Collected data entries:
*****

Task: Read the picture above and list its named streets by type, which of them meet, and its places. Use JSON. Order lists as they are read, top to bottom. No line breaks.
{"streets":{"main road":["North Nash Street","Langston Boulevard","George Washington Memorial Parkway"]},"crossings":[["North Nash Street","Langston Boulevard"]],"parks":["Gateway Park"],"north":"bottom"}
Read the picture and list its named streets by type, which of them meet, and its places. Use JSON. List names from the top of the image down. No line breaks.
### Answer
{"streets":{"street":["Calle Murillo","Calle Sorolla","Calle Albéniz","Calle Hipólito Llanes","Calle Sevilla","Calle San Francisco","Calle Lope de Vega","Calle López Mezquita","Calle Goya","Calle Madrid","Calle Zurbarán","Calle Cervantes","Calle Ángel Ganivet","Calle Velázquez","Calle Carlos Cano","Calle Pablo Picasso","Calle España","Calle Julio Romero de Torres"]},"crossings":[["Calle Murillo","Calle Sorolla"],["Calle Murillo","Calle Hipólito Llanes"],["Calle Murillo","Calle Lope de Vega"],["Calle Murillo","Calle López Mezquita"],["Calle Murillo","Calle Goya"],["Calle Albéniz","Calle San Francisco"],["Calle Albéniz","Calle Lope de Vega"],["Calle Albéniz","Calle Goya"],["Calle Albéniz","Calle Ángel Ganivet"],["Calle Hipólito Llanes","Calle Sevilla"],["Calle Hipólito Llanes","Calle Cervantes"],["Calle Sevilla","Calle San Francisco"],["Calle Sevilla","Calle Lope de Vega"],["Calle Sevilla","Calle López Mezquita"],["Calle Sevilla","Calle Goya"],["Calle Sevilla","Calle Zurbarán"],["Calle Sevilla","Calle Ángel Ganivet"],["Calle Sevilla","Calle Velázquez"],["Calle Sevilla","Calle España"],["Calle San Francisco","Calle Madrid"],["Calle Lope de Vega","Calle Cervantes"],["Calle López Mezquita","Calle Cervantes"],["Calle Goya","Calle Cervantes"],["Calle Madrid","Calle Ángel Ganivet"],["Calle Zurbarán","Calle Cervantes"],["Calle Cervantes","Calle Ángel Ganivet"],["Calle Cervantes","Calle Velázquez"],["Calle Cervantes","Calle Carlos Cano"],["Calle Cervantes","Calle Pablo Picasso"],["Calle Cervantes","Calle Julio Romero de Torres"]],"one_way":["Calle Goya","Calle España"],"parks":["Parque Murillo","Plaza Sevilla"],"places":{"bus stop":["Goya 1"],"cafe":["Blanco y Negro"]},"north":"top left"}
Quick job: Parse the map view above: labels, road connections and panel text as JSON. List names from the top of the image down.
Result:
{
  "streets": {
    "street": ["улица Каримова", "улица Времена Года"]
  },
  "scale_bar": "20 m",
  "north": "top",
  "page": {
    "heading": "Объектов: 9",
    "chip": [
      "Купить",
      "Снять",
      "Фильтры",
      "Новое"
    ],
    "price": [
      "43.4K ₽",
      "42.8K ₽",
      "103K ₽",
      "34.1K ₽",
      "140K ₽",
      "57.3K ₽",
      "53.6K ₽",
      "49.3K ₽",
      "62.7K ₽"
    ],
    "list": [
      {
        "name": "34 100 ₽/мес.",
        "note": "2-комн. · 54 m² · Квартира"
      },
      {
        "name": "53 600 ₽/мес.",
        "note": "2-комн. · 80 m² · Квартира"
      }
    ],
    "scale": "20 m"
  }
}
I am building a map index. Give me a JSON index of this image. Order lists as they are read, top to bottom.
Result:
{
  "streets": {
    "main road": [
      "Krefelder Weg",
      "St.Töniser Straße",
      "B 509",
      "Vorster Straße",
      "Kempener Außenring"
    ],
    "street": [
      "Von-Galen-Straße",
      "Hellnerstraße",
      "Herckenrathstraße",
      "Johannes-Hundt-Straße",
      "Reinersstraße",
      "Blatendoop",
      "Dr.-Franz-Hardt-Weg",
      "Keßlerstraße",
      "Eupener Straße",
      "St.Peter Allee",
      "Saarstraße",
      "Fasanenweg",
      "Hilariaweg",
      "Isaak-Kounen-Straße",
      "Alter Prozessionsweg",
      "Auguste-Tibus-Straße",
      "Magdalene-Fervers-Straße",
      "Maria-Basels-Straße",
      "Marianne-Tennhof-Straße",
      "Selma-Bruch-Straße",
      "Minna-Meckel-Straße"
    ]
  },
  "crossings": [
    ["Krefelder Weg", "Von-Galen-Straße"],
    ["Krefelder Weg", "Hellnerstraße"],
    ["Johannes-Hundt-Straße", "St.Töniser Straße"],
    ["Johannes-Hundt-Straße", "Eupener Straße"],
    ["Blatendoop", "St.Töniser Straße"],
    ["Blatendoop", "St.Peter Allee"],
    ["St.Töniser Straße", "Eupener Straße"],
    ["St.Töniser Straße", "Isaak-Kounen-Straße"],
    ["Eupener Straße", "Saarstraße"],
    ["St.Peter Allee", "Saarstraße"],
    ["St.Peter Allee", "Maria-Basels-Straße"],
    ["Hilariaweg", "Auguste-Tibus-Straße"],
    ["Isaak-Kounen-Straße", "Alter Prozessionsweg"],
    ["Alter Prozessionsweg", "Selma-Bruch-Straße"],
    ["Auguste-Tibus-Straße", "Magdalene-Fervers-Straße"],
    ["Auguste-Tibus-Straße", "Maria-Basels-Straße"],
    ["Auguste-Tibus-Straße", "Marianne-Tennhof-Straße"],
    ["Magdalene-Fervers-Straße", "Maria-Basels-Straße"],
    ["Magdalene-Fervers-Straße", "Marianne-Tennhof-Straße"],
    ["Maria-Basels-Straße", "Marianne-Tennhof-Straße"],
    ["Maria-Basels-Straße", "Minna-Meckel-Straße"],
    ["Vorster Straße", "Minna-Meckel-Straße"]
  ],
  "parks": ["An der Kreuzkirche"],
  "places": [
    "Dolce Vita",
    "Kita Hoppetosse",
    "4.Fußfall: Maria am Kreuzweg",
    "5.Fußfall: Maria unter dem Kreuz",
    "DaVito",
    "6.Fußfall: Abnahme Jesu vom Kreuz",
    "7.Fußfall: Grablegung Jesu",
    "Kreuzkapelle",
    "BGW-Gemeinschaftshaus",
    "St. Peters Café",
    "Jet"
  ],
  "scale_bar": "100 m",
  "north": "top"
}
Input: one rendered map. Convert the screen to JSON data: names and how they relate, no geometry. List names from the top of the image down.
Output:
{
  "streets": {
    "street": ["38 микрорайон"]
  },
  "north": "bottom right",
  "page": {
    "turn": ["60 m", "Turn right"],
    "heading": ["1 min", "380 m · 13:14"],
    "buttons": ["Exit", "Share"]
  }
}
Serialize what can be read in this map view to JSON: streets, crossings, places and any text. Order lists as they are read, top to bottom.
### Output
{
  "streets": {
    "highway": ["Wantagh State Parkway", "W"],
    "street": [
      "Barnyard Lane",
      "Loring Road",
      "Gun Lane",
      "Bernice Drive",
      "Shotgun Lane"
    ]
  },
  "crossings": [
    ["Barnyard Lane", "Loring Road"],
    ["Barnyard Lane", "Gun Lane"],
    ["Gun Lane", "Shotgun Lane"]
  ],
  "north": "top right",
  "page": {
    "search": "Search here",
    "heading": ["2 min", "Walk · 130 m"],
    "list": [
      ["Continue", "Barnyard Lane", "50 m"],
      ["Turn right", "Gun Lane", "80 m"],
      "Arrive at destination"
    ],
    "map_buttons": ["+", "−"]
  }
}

*****

### Try it:
All entries should be restated word for word.

### Solution below:
Task: Read the picture above and list its named streets by type, which of them meet, and its places. Use JSON. Order lists as they are read, top to bottom. No line breaks.
{"streets":{"main road":["North Nash Street","Langston Boulevard","George Washington Memorial Parkway"]},"crossings":[["North Nash Street","Langston Boulevard"]],"parks":["Gateway Park"],"north":"bottom"}
Read the picture and list its named streets by type, which of them meet, and its places. Use JSON. List names from the top of the image down. No line breaks.
### Answer
{"streets":{"street":["Calle Murillo","Calle Sorolla","Calle Albéniz","Calle Hipólito Llanes","Calle Sevilla","Calle San Francisco","Calle Lope de Vega","Calle López Mezquita","Calle Goya","Calle Madrid","Calle Zurbarán","Calle Cervantes","Calle Ángel Ganivet","Calle Velázquez","Calle Carlos Cano","Calle Pablo Picasso","Calle España","Calle Julio Romero de Torres"]},"crossings":[["Calle Murillo","Calle Sorolla"],["Calle Murillo","Calle Hipólito Llanes"],["Calle Murillo","Calle Lope de Vega"],["Calle Murillo","Calle López Mezquita"],["Calle Murillo","Calle Goya"],["Calle Albéniz","Calle San Francisco"],["Calle Albéniz","Calle Lope de Vega"],["Calle Albéniz","Calle Goya"],["Calle Albéniz","Calle Ángel Ganivet"],["Calle Hipólito Llanes","Calle Sevilla"],["Calle Hipólito Llanes","Calle Cervantes"],["Calle Sevilla","Calle San Francisco"],["Calle Sevilla","Calle Lope de Vega"],["Calle Sevilla","Calle López Mezquita"],["Calle Sevilla","Calle Goya"],["Calle Sevilla","Calle Zurbarán"],["Calle Sevilla","Calle Ángel Ganivet"],["Calle Sevilla","Calle Velázquez"],["Calle Sevilla","Calle España"],["Calle San Francisco","Calle Madrid"],["Calle Lope de Vega","Calle Cervantes"],["Calle López Mezquita","Calle Cervantes"],["Calle Goya","Calle Cervantes"],["Calle Madrid","Calle Ángel Ganivet"],["Calle Zurbarán","Calle Cervantes"],["Calle Cervantes","Calle Ángel Ganivet"],["Calle Cervantes","Calle Velázquez"],["Calle Cervantes","Calle Carlos Cano"],["Calle Cervantes","Calle Pablo Picasso"],["Calle Cervantes","Calle Julio Romero de Torres"]],"one_way":["Calle Goya","Calle España"],"parks":["Parque Murillo","Plaza Sevilla"],"places":{"bus stop":["Goya 1"],"cafe":["Blanco y Negro"]},"north":"top left"}
Quick job: Parse the map view above: labels, road connections and panel text as JSON. List names from the top of the image down.
Result:
{
  "streets": {
    "street": ["улица Каримова", "улица Времена Года"]
  },
  "scale_bar": "20 m",
  "north": "top",
  "page": {
    "heading": "Объектов: 9",
    "chip": [
      "Купить",
      "Снять",
      "Фильтры",
      "Новое"
    ],
    "price": [
      "43.4K ₽",
      "42.8K ₽",
      "103K ₽",
      "34.1K ₽",
      "140K ₽",
      "57.3K ₽",
      "53.6K ₽",
      "49.3K ₽",
      "62.7K ₽"
    ],
    "list": [
      {
        "name": "34 100 ₽/мес.",
        "note": "2-комн. · 54 m² · Квартира"
      },
      {
        "name": "53 600 ₽/мес.",
        "note": "2-комн. · 80 m² · Квартира"
      }
    ],
    "scale": "20 m"
  }
}
I am building a map index. Give me a JSON index of this image. Order lists as they are read, top to bottom.
Result:
{
  "streets": {
    "main road": [
      "Krefelder Weg",
      "St.Töniser Straße",
      "B 509",
      "Vorster Straße",
      "Kempener Außenring"
    ],
    "street": [
      "Von-Galen-Straße",
      "Hellnerstraße",
      "Herckenrathstraße",
      "Johannes-Hundt-Straße",
      "Reinersstraße",
      "Blatendoop",
      "Dr.-Franz-Hardt-Weg",
      "Keßlerstraße",
      "Eupener Straße",
      "St.Peter Allee",
      "Saarstraße",
      "Fasanenweg",
      "Hilariaweg",
      "Isaak-Kounen-Straße",
      "Alter Prozessionsweg",
      "Auguste-Tibus-Straße",
      "Magdalene-Fervers-Straße",
      "Maria-Basels-Straße",
      "Marianne-Tennhof-Straße",
      "Selma-Bruch-Straße",
      "Minna-Meckel-Straße"
    ]
  },
  "crossings": [
    ["Krefelder Weg", "Von-Galen-Straße"],
    ["Krefelder Weg", "Hellnerstraße"],
    ["Johannes-Hundt-Straße", "St.Töniser Straße"],
    ["Johannes-Hundt-Straße", "Eupener Straße"],
    ["Blatendoop", "St.Töniser Straße"],
    ["Blatendoop", "St.Peter Allee"],
    ["St.Töniser Straße", "Eupener Straße"],
    ["St.Töniser Straße", "Isaak-Kounen-Straße"],
    ["Eupener Straße", "Saarstraße"],
    ["St.Peter Allee", "Saarstraße"],
    ["St.Peter Allee", "Maria-Basels-Straße"],
    ["Hilariaweg", "Auguste-Tibus-Straße"],
    ["Isaak-Kounen-Straße", "Alter Prozessionsweg"],
    ["Alter Prozessionsweg", "Selma-Bruch-Straße"],
    ["Auguste-Tibus-Straße", "Magdalene-Fervers-Straße"],
    ["Auguste-Tibus-Straße", "Maria-Basels-Straße"],
    ["Auguste-Tibus-Straße", "Marianne-Tennhof-Straße"],
    ["Magdalene-Fervers-Straße", "Maria-Basels-Straße"],
    ["Magdalene-Fervers-Straße", "Marianne-Tennhof-Straße"],
    ["Maria-Basels-Straße", "Marianne-Tennhof-Straße"],
    ["Maria-Basels-Straße", "Minna-Meckel-Straße"],
    ["Vorster Straße", "Minna-Meckel-Straße"]
  ],
  "parks": ["An der Kreuzkirche"],
  "places": [
    "Dolce Vita",
    "Kita Hoppetosse",
    "4.Fußfall: Maria am Kreuzweg",
    "5.Fußfall: Maria unter dem Kreuz",
    "DaVito",
    "6.Fußfall: Abnahme Jesu vom Kreuz",
    "7.Fußfall: Grablegung Jesu",
    "Kreuzkapelle",
    "BGW-Gemeinschaftshaus",
    "St. Peters Café",
    "Jet"
  ],
  "scale_bar": "100 m",
  "north": "top"
}
Input: one rendered map. Convert the screen to JSON data: names and how they relate, no geometry. List names from the top of the image down.
Output:
{
  "streets": {
    "street": ["38 микрорайон"]
  },
  "north": "bottom right",
  "page": {
    "turn": ["60 m", "Turn right"],
    "heading": ["1 min", "380 m · 13:14"],
    "buttons": ["Exit", "Share"]
  }
}
Serialize what can be read in this map view to JSON: streets, crossings, places and any text. Order lists as they are read, top to bottom.
### Output
{
  "streets": {
    "highway": ["Wantagh State Parkway", "W"],
    "street": [
      "Barnyard Lane",
      "Loring Road",
      "Gun Lane",
      "Bernice Drive",
      "Shotgun Lane"
    ]
  },
  "crossings": [
    ["Barnyard Lane", "Loring Road"],
    ["Barnyard Lane", "Gun Lane"],
    ["Gun Lane", "Shotgun Lane"]
  ],
  "north": "top right",
  "page": {
    "search": "Search here",
    "heading": ["2 min", "Walk · 130 m"],
    "list": [
      ["Continue", "Barnyard Lane", "50 m"],
      ["Turn right", "Gun Lane", "80 m"],
      "Arrive at destination"
    ],
    "map_buttons": ["+", "−"]
  }
}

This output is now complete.